Und doch gibt es sie, die Solidarität mit den Risikogruppen: Klar sichtbar wird sie im Internet, in den sozialen Medien. Auf Facebook haben sich Gruppen gebildet, in denen freiwillige Helferinnen und Helfer den Menschen ihre Hilfe anbieten, die zu einer Risikogruppe gehören und sich entsprechend den Empfehlungen des Bundesrates nicht mehr unter die Leute mischen wollen.
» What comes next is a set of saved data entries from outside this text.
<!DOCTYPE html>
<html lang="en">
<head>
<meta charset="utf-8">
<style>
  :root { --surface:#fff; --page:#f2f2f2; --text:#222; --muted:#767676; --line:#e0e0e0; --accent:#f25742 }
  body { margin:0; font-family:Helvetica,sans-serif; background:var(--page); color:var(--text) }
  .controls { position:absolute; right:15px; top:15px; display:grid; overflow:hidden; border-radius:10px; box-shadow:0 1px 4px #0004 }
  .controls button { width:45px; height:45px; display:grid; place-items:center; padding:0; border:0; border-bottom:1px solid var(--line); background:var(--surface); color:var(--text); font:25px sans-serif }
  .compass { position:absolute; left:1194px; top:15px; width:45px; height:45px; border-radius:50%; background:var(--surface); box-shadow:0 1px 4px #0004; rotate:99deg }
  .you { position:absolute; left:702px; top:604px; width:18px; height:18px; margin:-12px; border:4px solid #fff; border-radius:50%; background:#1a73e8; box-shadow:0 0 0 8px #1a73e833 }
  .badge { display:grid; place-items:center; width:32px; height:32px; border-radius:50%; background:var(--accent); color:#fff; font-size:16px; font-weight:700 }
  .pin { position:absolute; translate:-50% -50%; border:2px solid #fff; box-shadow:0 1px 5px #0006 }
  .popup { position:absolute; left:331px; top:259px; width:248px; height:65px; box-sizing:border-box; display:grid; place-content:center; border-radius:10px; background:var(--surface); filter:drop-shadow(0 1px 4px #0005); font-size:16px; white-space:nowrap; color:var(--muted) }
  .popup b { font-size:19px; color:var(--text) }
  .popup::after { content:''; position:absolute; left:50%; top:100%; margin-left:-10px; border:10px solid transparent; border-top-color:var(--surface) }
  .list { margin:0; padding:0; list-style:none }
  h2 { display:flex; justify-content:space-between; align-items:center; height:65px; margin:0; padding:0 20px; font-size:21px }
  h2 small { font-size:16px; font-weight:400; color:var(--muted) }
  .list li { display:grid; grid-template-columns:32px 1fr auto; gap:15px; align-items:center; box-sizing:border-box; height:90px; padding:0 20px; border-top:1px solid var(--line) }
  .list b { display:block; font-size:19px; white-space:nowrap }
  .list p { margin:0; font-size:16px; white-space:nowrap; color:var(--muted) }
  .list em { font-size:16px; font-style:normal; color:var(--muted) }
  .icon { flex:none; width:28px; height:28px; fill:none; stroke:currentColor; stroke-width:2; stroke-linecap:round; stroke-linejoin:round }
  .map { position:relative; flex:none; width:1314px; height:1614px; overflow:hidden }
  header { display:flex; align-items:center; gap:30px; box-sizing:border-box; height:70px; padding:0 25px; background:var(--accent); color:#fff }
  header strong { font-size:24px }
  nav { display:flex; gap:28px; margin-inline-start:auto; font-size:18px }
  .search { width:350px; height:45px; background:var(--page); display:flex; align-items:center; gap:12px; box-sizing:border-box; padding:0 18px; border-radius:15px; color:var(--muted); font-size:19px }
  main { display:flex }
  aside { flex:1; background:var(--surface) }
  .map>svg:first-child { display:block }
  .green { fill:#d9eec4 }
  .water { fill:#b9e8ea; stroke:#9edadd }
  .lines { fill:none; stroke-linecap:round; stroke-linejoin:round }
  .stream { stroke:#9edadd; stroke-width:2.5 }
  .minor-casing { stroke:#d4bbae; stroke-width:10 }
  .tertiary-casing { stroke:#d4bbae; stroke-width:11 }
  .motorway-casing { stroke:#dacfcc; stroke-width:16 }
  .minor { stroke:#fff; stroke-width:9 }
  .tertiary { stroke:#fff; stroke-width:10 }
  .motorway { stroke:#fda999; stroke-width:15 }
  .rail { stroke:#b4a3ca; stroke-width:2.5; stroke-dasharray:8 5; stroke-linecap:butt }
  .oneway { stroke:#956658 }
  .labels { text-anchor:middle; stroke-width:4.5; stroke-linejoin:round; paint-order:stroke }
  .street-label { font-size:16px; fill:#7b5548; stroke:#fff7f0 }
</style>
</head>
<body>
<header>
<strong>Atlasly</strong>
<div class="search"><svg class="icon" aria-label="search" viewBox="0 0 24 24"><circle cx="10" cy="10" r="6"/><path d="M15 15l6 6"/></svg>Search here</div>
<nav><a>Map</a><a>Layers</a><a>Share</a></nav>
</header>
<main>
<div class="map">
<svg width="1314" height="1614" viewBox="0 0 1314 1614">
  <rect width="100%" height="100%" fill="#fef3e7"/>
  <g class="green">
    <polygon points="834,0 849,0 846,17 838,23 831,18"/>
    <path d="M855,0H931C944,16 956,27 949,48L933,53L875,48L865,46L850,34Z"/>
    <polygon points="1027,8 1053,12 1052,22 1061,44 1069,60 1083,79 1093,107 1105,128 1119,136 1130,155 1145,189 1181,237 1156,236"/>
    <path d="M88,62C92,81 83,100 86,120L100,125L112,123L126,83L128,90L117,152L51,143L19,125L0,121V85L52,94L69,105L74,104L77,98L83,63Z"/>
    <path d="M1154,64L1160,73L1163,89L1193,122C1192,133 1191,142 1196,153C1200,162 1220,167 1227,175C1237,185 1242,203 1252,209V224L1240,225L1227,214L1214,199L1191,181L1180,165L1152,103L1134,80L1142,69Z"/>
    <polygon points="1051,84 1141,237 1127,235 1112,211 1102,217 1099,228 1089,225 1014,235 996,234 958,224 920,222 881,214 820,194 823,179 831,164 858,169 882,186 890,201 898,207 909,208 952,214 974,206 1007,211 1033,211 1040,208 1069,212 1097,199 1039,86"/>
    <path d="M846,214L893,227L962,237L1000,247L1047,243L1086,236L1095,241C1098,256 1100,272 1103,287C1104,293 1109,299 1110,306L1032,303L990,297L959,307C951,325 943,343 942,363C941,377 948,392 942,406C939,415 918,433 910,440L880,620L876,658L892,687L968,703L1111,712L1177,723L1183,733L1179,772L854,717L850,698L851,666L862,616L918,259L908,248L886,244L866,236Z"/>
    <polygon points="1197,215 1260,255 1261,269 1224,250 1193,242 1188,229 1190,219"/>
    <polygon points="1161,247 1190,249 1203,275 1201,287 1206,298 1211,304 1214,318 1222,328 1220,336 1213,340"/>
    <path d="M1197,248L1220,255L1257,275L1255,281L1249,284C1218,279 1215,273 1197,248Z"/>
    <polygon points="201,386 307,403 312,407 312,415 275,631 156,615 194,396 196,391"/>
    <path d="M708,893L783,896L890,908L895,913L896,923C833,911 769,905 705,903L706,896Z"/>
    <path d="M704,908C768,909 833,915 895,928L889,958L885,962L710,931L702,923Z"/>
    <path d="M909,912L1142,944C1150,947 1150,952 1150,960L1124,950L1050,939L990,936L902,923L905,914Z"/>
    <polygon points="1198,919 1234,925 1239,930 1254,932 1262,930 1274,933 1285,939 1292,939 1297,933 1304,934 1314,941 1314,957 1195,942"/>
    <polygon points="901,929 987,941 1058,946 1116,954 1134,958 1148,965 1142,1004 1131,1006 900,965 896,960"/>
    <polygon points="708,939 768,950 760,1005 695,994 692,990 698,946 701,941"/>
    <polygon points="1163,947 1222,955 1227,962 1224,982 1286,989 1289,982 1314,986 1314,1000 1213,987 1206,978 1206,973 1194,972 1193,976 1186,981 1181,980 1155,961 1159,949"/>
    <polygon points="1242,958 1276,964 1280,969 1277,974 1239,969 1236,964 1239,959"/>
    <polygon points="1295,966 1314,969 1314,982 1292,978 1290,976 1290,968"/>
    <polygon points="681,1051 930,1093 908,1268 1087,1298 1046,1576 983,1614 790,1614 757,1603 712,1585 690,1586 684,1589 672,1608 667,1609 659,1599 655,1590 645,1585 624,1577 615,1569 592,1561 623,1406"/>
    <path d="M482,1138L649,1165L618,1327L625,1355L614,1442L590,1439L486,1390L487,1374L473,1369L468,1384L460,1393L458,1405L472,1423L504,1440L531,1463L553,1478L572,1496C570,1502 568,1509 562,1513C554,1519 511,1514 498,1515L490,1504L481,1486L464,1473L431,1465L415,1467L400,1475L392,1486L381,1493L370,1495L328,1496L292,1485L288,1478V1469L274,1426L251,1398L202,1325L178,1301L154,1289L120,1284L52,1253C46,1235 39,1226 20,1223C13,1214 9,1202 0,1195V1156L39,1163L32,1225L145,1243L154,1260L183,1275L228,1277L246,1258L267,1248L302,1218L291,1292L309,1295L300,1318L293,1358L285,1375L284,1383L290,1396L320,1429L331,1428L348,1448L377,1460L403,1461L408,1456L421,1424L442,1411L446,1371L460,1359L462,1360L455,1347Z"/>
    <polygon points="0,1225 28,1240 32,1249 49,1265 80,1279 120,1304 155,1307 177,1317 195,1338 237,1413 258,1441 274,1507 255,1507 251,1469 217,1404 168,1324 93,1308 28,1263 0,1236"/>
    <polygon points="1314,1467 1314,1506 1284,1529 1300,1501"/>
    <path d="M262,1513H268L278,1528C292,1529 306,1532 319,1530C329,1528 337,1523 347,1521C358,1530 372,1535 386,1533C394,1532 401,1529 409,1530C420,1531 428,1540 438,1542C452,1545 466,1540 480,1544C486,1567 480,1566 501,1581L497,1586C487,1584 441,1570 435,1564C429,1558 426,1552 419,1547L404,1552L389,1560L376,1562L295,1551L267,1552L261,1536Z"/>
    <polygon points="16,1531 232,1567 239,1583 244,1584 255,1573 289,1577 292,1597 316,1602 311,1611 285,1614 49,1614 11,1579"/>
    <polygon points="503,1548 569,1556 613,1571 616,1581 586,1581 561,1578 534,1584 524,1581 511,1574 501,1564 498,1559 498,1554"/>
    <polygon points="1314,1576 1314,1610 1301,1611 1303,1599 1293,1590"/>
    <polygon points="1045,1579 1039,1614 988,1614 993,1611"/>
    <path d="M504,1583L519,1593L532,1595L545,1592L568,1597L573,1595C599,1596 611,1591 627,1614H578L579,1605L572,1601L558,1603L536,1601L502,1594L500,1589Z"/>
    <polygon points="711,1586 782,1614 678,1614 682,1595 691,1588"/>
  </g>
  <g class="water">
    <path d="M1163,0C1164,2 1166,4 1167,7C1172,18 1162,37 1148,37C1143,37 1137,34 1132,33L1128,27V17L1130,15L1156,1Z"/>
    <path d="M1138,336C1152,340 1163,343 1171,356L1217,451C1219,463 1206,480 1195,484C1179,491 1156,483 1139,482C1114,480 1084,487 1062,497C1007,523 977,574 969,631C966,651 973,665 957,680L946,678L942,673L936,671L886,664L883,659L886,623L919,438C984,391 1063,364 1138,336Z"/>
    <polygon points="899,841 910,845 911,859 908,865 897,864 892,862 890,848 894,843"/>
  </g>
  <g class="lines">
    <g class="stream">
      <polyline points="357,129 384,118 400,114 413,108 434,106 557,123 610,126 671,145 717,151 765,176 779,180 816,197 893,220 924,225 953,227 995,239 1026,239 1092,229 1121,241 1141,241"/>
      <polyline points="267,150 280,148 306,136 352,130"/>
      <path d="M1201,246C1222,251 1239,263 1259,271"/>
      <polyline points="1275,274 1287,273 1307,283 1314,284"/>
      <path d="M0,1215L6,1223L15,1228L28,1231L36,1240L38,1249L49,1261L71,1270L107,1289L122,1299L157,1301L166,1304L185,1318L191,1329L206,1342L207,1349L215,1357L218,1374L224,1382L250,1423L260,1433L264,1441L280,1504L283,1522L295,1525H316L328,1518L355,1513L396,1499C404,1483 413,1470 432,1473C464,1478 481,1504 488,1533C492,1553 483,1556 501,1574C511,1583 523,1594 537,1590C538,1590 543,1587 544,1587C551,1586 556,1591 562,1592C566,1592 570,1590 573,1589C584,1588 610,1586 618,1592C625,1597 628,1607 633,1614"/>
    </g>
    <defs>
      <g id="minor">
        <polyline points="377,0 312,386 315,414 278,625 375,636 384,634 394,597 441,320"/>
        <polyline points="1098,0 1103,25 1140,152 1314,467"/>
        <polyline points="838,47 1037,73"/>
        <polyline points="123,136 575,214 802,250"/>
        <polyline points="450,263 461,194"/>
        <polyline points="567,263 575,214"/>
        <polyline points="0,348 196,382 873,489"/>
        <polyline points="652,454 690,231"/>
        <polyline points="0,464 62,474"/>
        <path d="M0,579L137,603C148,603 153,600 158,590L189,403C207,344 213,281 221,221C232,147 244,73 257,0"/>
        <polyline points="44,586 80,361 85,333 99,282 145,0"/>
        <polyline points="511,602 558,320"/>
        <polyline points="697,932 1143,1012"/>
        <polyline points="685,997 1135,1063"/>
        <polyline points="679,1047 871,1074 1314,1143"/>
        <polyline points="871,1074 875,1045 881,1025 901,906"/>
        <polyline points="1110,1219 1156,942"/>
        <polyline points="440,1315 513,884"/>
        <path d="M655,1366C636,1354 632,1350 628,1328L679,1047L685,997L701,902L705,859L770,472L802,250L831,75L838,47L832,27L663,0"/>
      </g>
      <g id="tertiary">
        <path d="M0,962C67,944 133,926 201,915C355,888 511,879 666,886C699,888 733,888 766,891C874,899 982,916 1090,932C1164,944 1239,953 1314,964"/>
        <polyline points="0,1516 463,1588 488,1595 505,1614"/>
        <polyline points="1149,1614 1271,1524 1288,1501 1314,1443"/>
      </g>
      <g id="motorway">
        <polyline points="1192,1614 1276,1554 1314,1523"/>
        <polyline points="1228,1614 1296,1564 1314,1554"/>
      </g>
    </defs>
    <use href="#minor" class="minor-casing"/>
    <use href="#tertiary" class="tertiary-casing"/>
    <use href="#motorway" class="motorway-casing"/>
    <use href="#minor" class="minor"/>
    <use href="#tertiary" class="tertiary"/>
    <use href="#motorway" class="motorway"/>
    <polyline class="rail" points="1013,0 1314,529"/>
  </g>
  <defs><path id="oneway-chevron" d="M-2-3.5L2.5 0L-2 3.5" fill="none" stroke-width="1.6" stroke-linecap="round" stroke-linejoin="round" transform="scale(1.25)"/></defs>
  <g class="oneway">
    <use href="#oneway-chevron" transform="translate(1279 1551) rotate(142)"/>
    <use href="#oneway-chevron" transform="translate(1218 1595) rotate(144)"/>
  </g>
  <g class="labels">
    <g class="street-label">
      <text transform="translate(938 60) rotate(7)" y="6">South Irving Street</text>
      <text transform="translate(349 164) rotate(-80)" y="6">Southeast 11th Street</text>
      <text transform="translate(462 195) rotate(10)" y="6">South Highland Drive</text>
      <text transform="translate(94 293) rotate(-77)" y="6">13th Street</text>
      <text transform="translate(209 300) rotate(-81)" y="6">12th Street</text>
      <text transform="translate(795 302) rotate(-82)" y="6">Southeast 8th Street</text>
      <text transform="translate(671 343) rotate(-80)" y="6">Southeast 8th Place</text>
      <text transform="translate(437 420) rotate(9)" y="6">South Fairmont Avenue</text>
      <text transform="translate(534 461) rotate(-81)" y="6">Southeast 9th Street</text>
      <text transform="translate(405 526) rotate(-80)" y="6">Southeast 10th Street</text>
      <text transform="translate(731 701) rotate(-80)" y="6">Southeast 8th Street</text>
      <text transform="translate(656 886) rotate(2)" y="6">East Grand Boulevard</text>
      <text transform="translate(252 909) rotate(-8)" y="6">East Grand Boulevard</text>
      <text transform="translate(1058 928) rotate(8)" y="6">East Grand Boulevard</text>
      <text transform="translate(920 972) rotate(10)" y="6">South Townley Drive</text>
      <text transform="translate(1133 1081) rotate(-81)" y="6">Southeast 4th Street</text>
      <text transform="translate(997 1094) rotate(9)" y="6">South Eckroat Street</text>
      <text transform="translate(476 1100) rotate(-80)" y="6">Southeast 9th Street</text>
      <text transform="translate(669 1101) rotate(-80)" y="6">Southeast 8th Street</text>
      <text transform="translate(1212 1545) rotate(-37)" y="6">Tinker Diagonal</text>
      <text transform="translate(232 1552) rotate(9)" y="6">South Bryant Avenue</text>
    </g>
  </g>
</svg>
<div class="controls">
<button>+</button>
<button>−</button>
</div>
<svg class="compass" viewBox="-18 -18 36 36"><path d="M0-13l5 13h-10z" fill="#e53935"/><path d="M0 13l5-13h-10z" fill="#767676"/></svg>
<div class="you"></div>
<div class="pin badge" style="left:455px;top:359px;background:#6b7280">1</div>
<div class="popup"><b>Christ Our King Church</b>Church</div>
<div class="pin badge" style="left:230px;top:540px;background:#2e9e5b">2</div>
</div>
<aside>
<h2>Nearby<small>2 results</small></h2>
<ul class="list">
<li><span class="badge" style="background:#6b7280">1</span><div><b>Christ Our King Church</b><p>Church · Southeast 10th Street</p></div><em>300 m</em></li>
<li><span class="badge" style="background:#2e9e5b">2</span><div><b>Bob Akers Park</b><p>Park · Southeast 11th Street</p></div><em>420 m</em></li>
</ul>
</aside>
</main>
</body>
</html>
«Gärn gscheh – Solothurn hilft»

Auch im ganzen Kanton Solothurn gibt es Menschen, die ihre Hilfe anbieten. Zum Einkaufen etwa, aber auch als Fahrerinnen oder Fahrer oder für Dienstbotengänge. Der Facebook-­Gruppe «Gärn gscheh – Solothurn hilft» waren bis am Sonntag Mittag fast 300 Personen beigetreten. In der Gruppe bieten sie ihre Hilfe an und überlegen ­gemeinsam, wie man Betroffene am besten erreichen kann. Mittlerweile existiert auch eine gleichnamige Whats­app-Gruppe mit über 100 Mitgliedern und ein Google Spread Sheet, auf welchem sich freiwillige Helferinnen und Helfer eingetragen haben.

Gegründet hat die Facebook-Gruppe die Studentin Lena Lang. Dass gerade ältere Menschen häufig nicht auf Facebook sind, ist Lang bewusst, deshalb appelliert sie in der Gruppe auch dafür, die eigene Hilfe nicht nur digital anzubieten. In der Gruppe teilt sie deshalb auch einen Quartier-Brief – also ein Schreiben, das freiwillige Helferinnen und Helfer ausdrucken, ausfüllen, aufhängen oder in die umliegenden Briefkästen verteilen können.

Schreiben zur Solidarität fordert freiwillige Helfer sich zu melden

Neben den Usern auf Social Media machen sich auch die Gemeindekanzleien Gedanken darüber, wie Menschen, die einer der Risikogruppen angehören, möglichst gut unterstützt werden können. Die Gemeinde Subingen fordert die Bevölkerung im Dorf mit einem Schreiben zur Solidarität auf und bittet freiwillige Helferinnen und Helfer, sich auf der Gemeindekanzlei zu melden. Auch Betroffene können sich bei der Gemeindekanzlei melden, in Notfällen auch ausserhalb der Bürozeiten. Auch die Pfadi Phoenix Niederamt bietet ihre Hilfe an. In Niedergösgen und den umliegenden Gemeinden nimmt sie unter der Woche Bestellungen entgegen und bringt Esswaren und Haushaltsartikel am nächsten Samstagnachmittag vorbei.